MATERIAL FOR THE TASK:

★ ★ ★

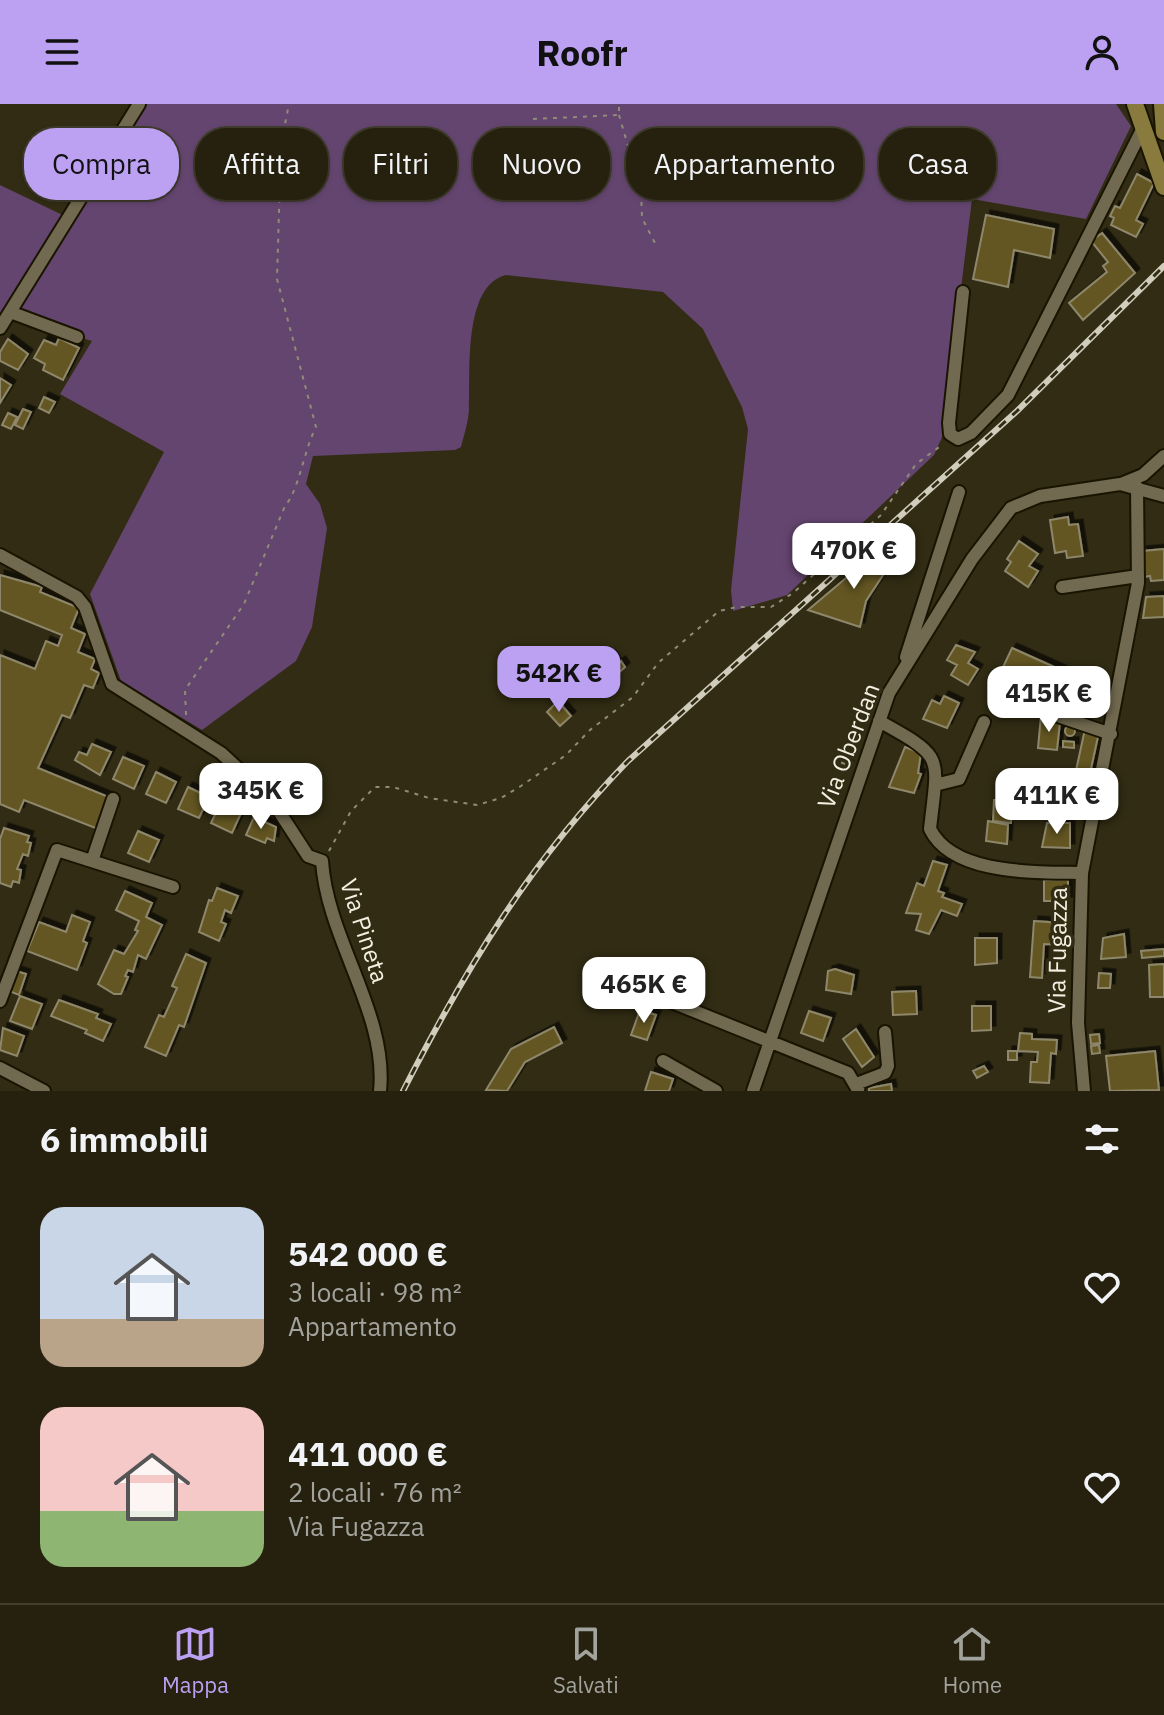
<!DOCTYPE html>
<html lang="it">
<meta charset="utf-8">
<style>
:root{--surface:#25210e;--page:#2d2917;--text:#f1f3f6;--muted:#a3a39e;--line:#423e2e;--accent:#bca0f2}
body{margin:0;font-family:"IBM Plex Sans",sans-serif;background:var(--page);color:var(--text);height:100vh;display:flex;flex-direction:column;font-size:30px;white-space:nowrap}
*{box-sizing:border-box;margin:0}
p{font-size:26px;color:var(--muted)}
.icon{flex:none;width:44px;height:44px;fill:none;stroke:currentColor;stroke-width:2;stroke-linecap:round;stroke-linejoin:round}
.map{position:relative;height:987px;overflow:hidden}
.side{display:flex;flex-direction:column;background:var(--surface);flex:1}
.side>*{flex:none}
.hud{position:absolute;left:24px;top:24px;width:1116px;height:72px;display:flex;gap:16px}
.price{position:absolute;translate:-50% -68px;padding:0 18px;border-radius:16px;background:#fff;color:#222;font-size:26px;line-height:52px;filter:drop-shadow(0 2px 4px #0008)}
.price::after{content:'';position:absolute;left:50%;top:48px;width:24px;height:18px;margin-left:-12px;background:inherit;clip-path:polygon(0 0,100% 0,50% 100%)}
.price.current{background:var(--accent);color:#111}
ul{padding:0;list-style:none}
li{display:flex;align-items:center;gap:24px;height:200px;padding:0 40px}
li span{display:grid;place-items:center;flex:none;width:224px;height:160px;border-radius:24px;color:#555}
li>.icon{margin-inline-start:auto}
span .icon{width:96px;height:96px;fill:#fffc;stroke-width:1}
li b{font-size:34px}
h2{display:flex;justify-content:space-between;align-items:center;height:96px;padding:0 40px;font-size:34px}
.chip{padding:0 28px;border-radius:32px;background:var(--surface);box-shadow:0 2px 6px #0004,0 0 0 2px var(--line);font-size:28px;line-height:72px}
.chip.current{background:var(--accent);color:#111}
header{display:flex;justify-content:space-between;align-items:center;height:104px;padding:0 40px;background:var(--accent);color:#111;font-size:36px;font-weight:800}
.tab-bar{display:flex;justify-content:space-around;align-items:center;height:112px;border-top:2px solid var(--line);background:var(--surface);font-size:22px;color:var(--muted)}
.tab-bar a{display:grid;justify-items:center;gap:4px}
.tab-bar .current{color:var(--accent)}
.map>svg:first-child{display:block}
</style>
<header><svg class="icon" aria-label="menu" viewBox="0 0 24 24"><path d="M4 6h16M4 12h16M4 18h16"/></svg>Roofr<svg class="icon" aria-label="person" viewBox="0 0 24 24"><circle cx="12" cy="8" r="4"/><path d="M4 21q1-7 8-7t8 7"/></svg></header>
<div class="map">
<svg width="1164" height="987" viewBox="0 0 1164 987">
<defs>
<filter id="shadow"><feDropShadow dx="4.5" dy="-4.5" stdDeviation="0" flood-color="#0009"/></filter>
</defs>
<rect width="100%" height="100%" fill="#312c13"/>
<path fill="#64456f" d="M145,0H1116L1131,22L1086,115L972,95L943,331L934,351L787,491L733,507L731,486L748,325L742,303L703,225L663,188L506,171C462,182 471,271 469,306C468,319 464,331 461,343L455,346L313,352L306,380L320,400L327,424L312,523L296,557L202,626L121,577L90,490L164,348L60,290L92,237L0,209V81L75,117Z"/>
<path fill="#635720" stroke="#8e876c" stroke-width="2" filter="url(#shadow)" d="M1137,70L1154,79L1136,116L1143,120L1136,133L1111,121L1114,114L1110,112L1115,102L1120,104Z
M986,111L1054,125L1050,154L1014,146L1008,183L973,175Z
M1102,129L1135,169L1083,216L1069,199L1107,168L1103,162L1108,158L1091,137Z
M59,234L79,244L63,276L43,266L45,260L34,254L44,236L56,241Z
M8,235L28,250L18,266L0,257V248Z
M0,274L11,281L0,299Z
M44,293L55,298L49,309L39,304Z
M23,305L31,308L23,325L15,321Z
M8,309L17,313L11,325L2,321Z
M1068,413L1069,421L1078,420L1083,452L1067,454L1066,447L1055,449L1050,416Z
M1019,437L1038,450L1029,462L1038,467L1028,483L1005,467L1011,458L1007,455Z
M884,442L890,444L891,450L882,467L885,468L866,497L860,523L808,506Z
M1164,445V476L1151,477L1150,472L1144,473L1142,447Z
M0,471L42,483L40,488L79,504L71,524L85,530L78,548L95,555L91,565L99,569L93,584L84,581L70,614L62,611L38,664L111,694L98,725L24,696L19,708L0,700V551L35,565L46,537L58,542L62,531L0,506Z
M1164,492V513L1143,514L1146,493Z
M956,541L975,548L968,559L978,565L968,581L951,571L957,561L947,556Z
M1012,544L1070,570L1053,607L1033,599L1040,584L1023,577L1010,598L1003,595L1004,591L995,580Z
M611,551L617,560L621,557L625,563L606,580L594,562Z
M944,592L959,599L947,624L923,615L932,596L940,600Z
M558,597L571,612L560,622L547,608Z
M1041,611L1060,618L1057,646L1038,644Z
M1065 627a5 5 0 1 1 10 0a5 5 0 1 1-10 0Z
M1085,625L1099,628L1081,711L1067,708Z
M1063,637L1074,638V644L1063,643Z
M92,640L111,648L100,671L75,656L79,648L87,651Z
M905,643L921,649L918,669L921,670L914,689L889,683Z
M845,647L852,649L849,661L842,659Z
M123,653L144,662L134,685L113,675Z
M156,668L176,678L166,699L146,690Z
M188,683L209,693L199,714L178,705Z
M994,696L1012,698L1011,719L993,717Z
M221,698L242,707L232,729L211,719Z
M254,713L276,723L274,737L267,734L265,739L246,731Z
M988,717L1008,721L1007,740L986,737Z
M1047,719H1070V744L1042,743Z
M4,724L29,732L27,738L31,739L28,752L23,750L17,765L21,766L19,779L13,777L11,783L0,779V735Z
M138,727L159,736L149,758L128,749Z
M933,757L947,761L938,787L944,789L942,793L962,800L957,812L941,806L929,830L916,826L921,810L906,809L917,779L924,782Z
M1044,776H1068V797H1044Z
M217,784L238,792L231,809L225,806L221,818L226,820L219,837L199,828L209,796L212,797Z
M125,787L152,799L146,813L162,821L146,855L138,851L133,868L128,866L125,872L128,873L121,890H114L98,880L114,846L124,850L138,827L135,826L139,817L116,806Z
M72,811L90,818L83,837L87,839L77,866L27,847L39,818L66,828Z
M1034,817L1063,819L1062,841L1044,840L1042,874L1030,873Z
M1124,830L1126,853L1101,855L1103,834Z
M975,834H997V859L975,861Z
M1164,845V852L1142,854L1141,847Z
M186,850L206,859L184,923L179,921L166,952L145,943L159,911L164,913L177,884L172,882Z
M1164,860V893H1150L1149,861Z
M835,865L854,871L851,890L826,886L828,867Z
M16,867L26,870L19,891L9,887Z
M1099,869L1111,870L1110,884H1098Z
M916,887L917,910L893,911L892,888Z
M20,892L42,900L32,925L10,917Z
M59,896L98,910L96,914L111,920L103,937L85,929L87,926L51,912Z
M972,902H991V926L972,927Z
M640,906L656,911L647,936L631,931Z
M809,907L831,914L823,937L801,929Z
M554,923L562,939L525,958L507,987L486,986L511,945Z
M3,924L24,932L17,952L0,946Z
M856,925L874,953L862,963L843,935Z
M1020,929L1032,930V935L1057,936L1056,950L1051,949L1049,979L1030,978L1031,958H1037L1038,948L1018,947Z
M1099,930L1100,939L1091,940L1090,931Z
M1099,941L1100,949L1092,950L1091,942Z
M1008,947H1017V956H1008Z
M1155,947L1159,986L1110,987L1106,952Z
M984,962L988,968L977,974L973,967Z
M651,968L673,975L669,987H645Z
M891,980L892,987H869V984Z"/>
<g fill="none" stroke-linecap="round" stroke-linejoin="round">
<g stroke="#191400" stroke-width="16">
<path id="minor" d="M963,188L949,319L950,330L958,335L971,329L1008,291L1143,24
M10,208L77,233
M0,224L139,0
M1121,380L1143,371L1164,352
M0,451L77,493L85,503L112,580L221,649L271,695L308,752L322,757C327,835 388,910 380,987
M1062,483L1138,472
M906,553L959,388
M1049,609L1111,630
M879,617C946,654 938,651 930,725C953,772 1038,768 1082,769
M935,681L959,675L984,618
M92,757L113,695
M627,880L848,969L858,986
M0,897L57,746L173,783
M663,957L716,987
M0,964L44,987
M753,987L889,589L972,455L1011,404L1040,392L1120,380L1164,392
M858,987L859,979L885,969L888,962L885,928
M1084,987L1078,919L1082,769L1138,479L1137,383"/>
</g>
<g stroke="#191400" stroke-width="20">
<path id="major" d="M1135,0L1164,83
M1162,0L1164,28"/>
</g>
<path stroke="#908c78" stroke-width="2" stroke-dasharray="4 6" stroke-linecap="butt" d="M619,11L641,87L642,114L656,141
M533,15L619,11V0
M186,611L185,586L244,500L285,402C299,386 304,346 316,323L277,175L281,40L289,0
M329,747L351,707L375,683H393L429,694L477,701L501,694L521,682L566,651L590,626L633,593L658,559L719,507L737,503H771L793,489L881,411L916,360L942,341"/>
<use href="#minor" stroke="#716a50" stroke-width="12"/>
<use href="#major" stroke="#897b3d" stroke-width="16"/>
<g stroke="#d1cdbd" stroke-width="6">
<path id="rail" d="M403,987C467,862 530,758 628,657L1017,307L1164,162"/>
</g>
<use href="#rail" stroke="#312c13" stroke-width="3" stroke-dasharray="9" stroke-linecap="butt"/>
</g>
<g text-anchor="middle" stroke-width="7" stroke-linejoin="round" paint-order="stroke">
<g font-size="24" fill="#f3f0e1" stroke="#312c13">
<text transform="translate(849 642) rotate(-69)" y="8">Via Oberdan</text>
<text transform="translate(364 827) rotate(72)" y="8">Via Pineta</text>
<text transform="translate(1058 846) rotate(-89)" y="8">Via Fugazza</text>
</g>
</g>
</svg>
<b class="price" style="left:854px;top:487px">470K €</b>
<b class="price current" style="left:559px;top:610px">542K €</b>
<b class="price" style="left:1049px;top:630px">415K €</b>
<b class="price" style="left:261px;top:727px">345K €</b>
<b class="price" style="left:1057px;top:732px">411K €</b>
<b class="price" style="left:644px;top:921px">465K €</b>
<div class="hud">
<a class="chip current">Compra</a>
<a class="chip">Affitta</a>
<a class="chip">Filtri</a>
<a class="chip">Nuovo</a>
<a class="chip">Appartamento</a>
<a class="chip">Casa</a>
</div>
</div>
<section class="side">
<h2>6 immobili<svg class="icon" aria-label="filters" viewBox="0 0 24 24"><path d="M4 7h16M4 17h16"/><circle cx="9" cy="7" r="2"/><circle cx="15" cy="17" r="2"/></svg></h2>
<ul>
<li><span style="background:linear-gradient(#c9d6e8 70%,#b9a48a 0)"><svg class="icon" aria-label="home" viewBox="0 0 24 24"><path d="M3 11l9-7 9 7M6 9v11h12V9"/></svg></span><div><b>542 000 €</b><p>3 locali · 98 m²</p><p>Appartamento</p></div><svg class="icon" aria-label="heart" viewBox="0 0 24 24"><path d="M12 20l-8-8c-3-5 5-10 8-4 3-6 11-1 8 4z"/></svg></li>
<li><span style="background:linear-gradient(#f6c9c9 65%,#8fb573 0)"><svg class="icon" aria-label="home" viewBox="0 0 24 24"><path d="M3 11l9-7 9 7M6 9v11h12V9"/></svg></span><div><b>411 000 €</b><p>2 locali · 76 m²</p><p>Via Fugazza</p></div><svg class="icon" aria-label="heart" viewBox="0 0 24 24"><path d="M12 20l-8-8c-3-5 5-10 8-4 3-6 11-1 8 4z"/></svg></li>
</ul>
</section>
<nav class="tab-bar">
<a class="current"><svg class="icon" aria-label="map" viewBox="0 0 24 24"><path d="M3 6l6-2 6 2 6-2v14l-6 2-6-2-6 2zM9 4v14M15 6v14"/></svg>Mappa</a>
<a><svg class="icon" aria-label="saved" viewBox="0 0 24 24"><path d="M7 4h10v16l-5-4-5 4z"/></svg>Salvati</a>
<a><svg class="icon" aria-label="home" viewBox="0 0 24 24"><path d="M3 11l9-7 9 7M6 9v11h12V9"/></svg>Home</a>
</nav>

★ ★ ★

WHAT YOU NEED TO DO: Across all of the material above, how many lines contain the word "circle"? Only the number should be given.

OUTPUT OF THE EXERCISE: 2